Collected data:
------------------------

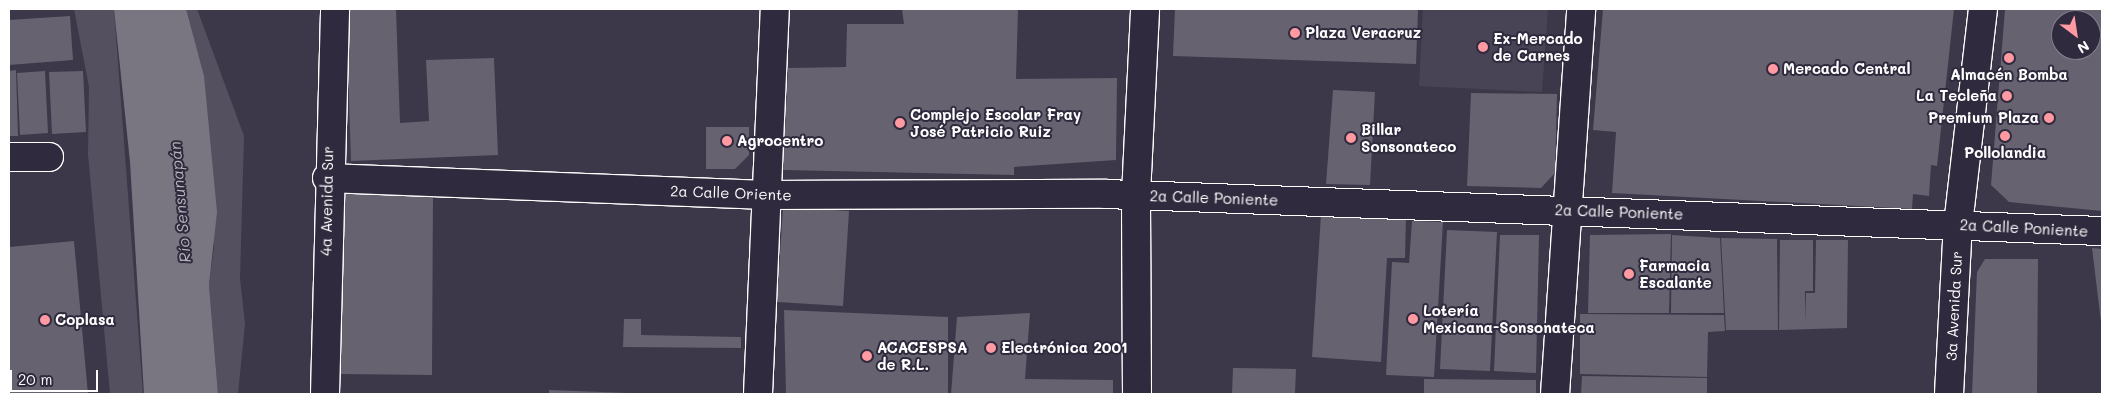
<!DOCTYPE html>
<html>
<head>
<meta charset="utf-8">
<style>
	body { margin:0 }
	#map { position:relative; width:2111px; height:403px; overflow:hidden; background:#3c3749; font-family:Mali,sans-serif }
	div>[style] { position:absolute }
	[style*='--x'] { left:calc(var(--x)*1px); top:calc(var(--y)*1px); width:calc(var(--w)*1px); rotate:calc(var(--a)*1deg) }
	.built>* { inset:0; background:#494455 }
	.green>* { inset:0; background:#555060 }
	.water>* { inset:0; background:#797682 }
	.building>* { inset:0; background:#666270 }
	.roads { filter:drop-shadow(1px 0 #fff) drop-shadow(-1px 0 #fff) drop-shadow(0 1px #fff) drop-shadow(0 -1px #fff) }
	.street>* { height:28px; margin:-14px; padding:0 14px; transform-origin:14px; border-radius:14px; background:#2f2a3d }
	.dots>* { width:14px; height:14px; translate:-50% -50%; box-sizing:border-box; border:2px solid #2f2a3d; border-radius:50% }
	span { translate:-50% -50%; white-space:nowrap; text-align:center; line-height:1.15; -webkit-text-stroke:4px #2f2a3d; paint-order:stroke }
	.poi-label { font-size:15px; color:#fff; font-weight:700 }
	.left { translate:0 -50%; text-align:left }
	.right { translate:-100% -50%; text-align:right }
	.street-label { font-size:15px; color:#fff }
	.water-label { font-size:16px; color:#b5b4ba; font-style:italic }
	.frame { position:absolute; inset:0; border:10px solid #fff; pointer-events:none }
	.north { position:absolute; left:2051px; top:10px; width:50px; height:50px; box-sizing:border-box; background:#2f2a3d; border:1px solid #827f8b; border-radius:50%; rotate:149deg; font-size:14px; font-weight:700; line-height:20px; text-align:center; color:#fff }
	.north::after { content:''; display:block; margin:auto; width:18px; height:22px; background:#ff9aa2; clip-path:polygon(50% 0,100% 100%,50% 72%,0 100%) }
	.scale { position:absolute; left:10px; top:370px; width:88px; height:22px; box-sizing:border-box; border:2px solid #fff; border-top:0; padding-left:6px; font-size:15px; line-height:18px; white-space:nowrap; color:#fff; -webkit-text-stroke:4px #2f2a3d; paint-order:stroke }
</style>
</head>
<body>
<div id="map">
	<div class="built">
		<i style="clip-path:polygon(1423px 9px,1548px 9px,1542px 92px,1419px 86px)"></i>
	</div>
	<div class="green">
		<i style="clip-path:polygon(74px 9px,114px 9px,143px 394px,110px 394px,88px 154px,89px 87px)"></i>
		<i style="clip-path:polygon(186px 9px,197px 9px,244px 136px,240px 278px,245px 324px,238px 394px,218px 394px,209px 285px,214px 247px)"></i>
	</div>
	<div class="water">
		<i style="clip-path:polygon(114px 9px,186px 9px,204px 76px,217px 212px,209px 285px,218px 394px,144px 394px,130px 162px)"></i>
	</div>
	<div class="building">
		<i style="clip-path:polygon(346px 9px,396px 9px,400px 123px,429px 121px,426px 60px,494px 58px,498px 155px,351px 161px)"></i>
		<i style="clip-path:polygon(902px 9px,1018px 9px,1016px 79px,1117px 78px,1116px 160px,1014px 167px,1014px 175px,783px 170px,788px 68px,846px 67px,847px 24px,904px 24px)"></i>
		<i style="clip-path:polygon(1175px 9px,1418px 10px,1416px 64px,1173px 56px)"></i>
		<i style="clip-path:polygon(1603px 9px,1954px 9px,1937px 166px,1931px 165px,1929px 196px,1913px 194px,1912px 209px,1612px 193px,1616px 132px,1593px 130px)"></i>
		<i style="clip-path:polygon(evenodd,2005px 9px,2102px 9px,2102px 211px,2009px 202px,1991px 185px,2005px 9px,2061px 20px,2091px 20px,2091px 50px,2061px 50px,2061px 20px)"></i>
		<i style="clip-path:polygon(70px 16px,73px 60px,9px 65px,9px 20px)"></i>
		<i style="clip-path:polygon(16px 70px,18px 136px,9px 136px,9px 71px)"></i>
		<i style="clip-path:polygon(45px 71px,48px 133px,20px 135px,17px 73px)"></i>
		<i style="clip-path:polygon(83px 71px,86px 132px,52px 134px,49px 72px)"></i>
		<i style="clip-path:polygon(1333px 90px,1375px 92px,1370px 185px,1326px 184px)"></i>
		<i style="clip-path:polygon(1471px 93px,1557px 94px,1555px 173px,1541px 188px,1467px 186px)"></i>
		<i style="clip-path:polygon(706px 127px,749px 127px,749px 155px,735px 169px,706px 169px)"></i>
		<i style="clip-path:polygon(341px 192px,433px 192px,432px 375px,339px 374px)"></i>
		<i style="clip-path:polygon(783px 207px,849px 211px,843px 306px,777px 302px)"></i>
		<i style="clip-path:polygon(1321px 214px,1406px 217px,1405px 258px,1387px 258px,1381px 362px,1312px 357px)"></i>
		<i style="clip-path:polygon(1412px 221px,1443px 222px,1434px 377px,1386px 375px,1392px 262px,1409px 263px)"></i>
		<i style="clip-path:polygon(1447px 230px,1497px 232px,1490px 371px,1440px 369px)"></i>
		<i style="clip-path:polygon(1671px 234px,1669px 313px,1588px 313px,1590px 235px)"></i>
		<i style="clip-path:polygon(1500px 235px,1539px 235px,1536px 373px,1494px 371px)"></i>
		<i style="clip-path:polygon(1672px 235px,1720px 238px,1724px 313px,1671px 313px)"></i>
		<i style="clip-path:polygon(1721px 238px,1777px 239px,1778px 330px,1726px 330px)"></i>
		<i style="clip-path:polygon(1780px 240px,1813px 240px,1813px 291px,1805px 291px,1805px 322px,1806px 293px,1815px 293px,1816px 240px,1848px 240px,1847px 328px,1779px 330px)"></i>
		<i style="clip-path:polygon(74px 241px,88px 394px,9px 394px,9px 247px)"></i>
		<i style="clip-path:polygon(2092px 248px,2102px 249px,2102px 322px,2101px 322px)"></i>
		<i style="clip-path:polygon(1985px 259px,2038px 259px,2037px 394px,1972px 394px,1977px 272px)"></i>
		<i style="clip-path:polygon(784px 310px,948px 317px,948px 394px,786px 394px)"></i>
		<i style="clip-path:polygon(1030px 313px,1025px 379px,1113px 380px,1113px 394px,951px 394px,957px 317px)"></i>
		<i style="clip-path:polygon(1580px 314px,1724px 315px,1725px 331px,1708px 332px,1707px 377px,1580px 374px)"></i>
		<i style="clip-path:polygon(624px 319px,641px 319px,641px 335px,741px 337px,741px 348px,623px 347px)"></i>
		<i style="clip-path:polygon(1233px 368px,1296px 369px,1295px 394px,1232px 394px)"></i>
		<i style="clip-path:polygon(1582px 376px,1707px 378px,1707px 394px,1581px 394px)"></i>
		<i style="clip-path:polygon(1424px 379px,1536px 380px,1536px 394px,1424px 394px)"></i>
		<i style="clip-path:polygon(549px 390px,628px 393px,627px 394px,549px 394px)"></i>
	</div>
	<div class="roads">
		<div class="street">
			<i style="--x:9;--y:157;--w:40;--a:0"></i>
			<i style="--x:327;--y:178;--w:440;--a:2.2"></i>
			<i style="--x:767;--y:195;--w:339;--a:-0.2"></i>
			<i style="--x:1106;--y:194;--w:997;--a:2.13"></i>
			<i style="--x:325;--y:394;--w:385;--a:-88.5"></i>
			<i style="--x:758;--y:394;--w:385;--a:-87.5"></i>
			<i style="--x:1137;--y:394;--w:199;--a:-90.3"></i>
			<i style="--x:1136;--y:195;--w:186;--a:-87.2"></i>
			<i style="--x:1555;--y:394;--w:386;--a:-86.1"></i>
			<i style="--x:1949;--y:394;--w:169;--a:-87"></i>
			<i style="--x:1958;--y:225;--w:217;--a:-83.4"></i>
		</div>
	</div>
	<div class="dots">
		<i style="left:1295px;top:33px;background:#ff9aa2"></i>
		<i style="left:1483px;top:47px;background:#ff9aa2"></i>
		<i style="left:2009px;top:58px;background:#ff9aa2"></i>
		<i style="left:1773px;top:69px;background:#ff9aa2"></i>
		<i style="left:2007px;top:96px;background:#ff9aa2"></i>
		<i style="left:2049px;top:118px;background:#ff9aa2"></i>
		<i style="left:900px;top:123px;background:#ff9aa2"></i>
		<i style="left:2005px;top:136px;background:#ff9aa2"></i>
		<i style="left:1351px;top:138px;background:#ff9aa2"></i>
		<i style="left:727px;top:141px;background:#ff9aa2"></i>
		<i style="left:1629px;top:274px;background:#ff9aa2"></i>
		<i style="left:1413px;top:319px;background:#ff9aa2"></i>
		<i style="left:45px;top:320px;background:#ff9aa2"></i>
		<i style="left:991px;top:348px;background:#ff9aa2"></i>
		<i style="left:867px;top:356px;background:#ff9aa2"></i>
	</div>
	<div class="poi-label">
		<span class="left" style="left:1305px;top:33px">Plaza Veracruz</span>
		<span class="left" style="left:1493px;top:47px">Ex-Mercado<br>de Carnes</span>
		<span class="left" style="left:1783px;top:69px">Mercado Central</span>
		<span style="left:2009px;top:75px">Almacén Bomba</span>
		<span class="right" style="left:1997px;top:96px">La Tecleña</span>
		<span class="left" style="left:910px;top:123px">Complejo Escolar Fray<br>José Patricio Ruiz</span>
		<span class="right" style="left:2039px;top:118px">Premium Plaza</span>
		<span class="left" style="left:1361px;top:138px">Billar<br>Sonsonateco</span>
		<span class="left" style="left:737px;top:141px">Agrocentro</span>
		<span style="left:2005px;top:153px">Pollolandia</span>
		<span class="left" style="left:1639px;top:274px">Farmacia<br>Escalante</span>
		<span class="left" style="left:1423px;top:319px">Lotería<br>Mexicana-Sonsonateca</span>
		<span class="left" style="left:55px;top:320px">Coplasa</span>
		<span class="left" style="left:877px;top:356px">ACACESPSA<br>de R.L.</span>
		<span class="left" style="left:1001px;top:348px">Electrónica 2001</span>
	</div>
	<div class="street-label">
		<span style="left:731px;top:193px;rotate:2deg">2a Calle Oriente</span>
		<span style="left:1214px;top:198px;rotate:2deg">2a Calle Poniente</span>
		<span style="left:327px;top:201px;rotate:-89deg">4a Avenida Sur</span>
		<span style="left:1619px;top:212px;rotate:2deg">2a Calle Poniente</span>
		<span style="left:2024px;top:228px;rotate:3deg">2a Calle Poniente</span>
		<span style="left:1954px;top:306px;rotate:-87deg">3a Avenida Sur</span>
	</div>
	<div class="water-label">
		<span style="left:180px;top:202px;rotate:-95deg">Río Sensunapán</span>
	</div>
	<div class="frame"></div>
	<div class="north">N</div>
	<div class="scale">20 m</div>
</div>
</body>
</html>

------------------------

# [Work required]
Nothing but an exact copy belongs in the answer: the lines from the top of the records through the line containing "position:absolute; left:2051px; top:10px;", minus the pictures.

# [Response area]
<!DOCTYPE html>
<html>
<head>
<meta charset="utf-8">
<style>
	body { margin:0 }
	#map { position:relative; width:2111px; height:403px; overflow:hidden; background:#3c3749; font-family:Mali,sans-serif }
	div>[style] { position:absolute }
	[style*='--x'] { left:calc(var(--x)*1px); top:calc(var(--y)*1px); width:calc(var(--w)*1px); rotate:calc(var(--a)*1deg) }
	.built>* { inset:0; background:#494455 }
	.green>* { inset:0; background:#555060 }
	.water>* { inset:0; background:#797682 }
	.building>* { inset:0; background:#666270 }
	.roads { filter:drop-shadow(1px 0 #fff) drop-shadow(-1px 0 #fff) drop-shadow(0 1px #fff) drop-shadow(0 -1px #fff) }
	.street>* { height:28px; margin:-14px; padding:0 14px; transform-origin:14px; border-radius:14px; background:#2f2a3d }
	.dots>* { width:14px; height:14px; translate:-50% -50%; box-sizing:border-box; border:2px solid #2f2a3d; border-radius:50% }
	span { translate:-50% -50%; white-space:nowrap; text-align:center; line-height:1.15; -webkit-text-stroke:4px #2f2a3d; paint-order:stroke }
	.poi-label { font-size:15px; color:#fff; font-weight:700 }
	.left { translate:0 -50%; text-align:left }
	.right { translate:-100% -50%; text-align:right }
	.street-label { font-size:15px; color:#fff }
	.water-label { font-size:16px; color:#b5b4ba; font-style:italic }
	.frame { position:absolute; inset:0; border:10px solid #fff; pointer-events:none }
	.north { position:absolute; left:2051px; top:10px; width:50px; height:50px; box-sizing:border-box; background:#2f2a3d; border:1px solid #827f8b; border-radius:50%; rotate:149deg; font-size:14px; font-weight:700; line-height:20px; text-align:center; color:#fff }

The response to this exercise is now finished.